— What you have to do —
Transcribe the data that follows in full. Leave out the pictures.

— Supplied information —
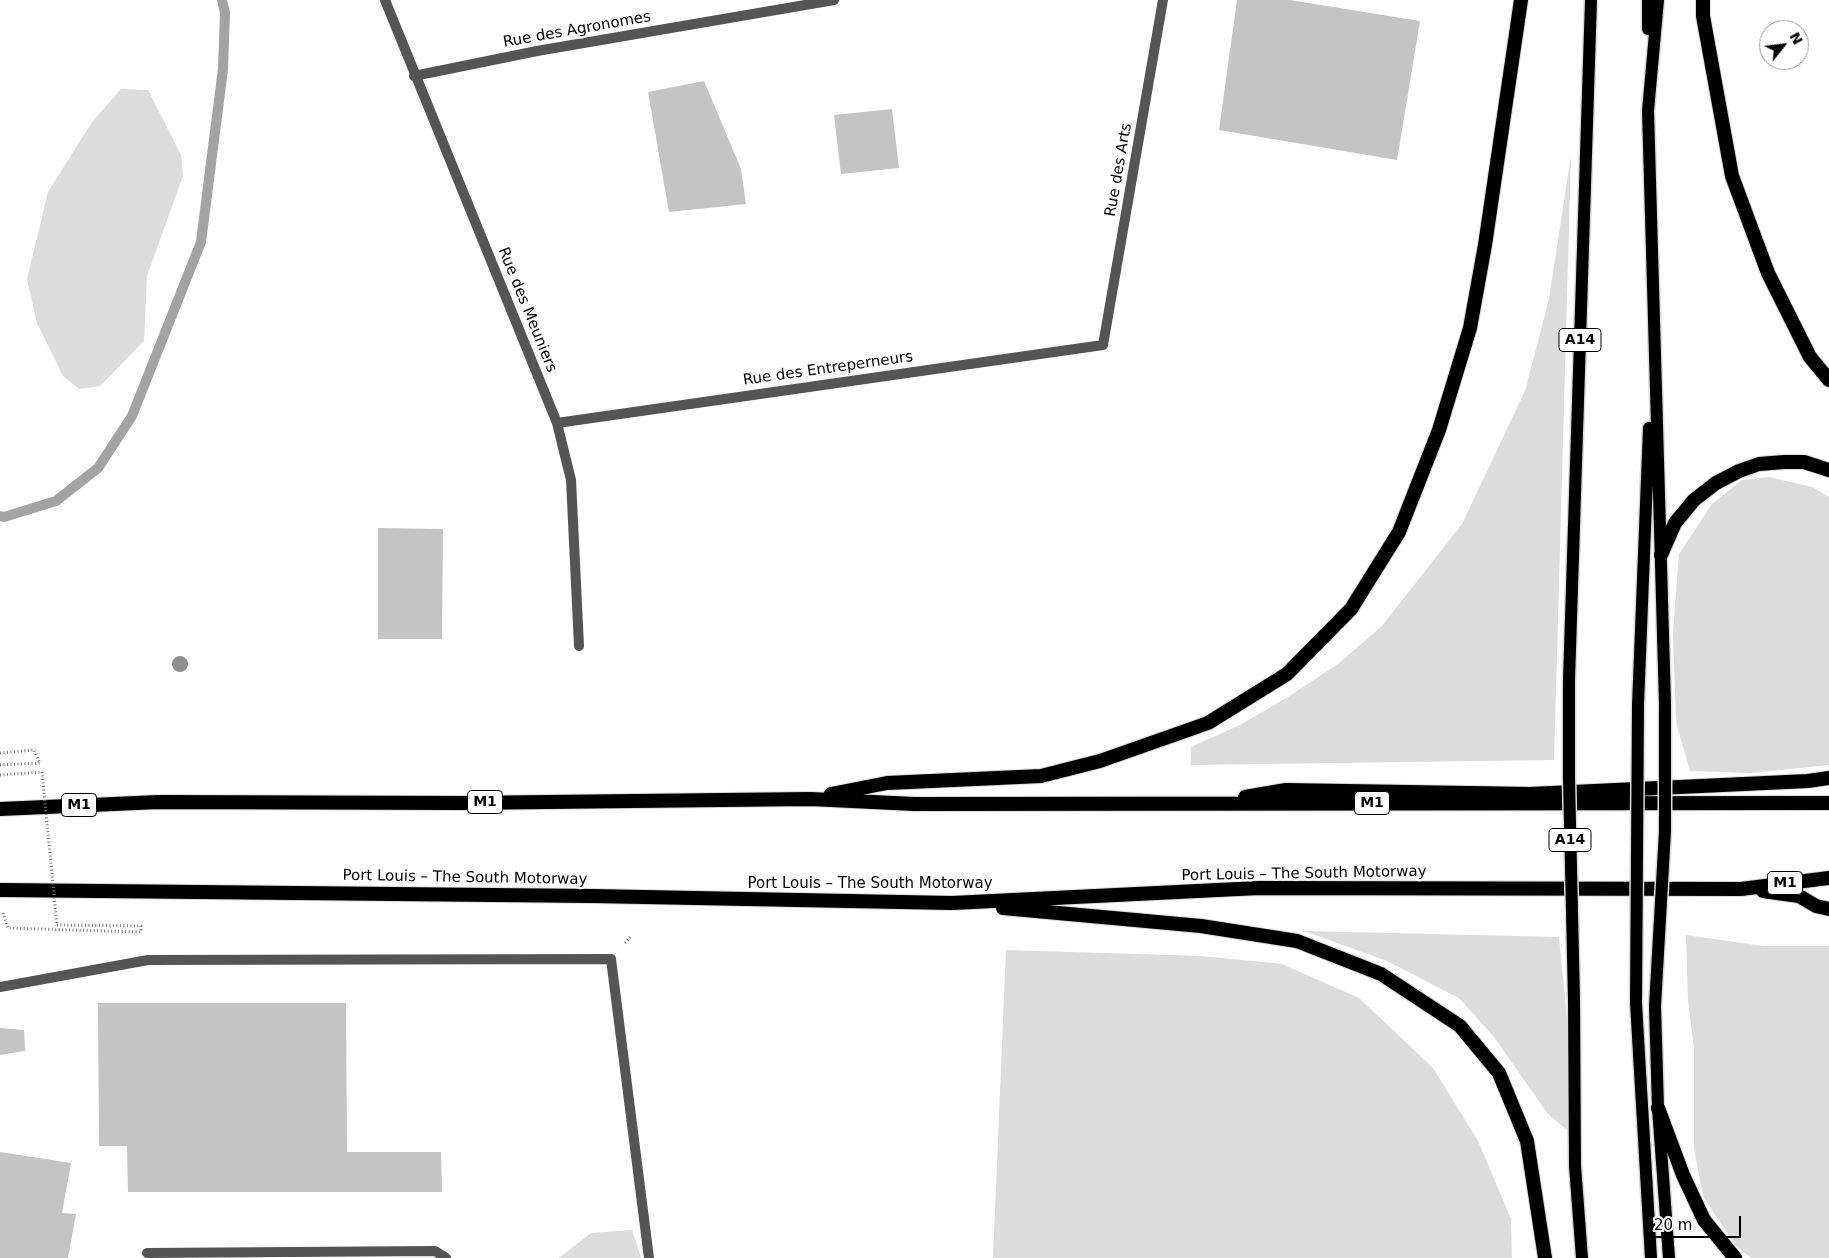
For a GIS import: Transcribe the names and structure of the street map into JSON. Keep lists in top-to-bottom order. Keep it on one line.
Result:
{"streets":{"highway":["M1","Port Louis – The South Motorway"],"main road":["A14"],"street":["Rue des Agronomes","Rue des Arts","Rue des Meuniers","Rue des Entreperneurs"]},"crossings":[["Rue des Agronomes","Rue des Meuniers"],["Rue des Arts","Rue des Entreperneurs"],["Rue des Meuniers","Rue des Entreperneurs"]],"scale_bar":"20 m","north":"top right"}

— Answer area —
For a GIS import: Transcribe the names and structure of the street map into JSON. Keep lists in top-to-bottom order. Keep it on one line.
Result:
{"streets":{"highway":["M1","Port Louis – The South Motorway"],"main road":["A14"],"street":["Rue des Agronomes","Rue des Arts","Rue des Meuniers","Rue des Entreperneurs"]},"crossings":[["Rue des Agronomes","Rue des Meuniers"],["Rue des Arts","Rue des Entreperneurs"],["Rue des Meuniers","Rue des Entreperneurs"]],"scale_bar":"20 m","north":"top right"}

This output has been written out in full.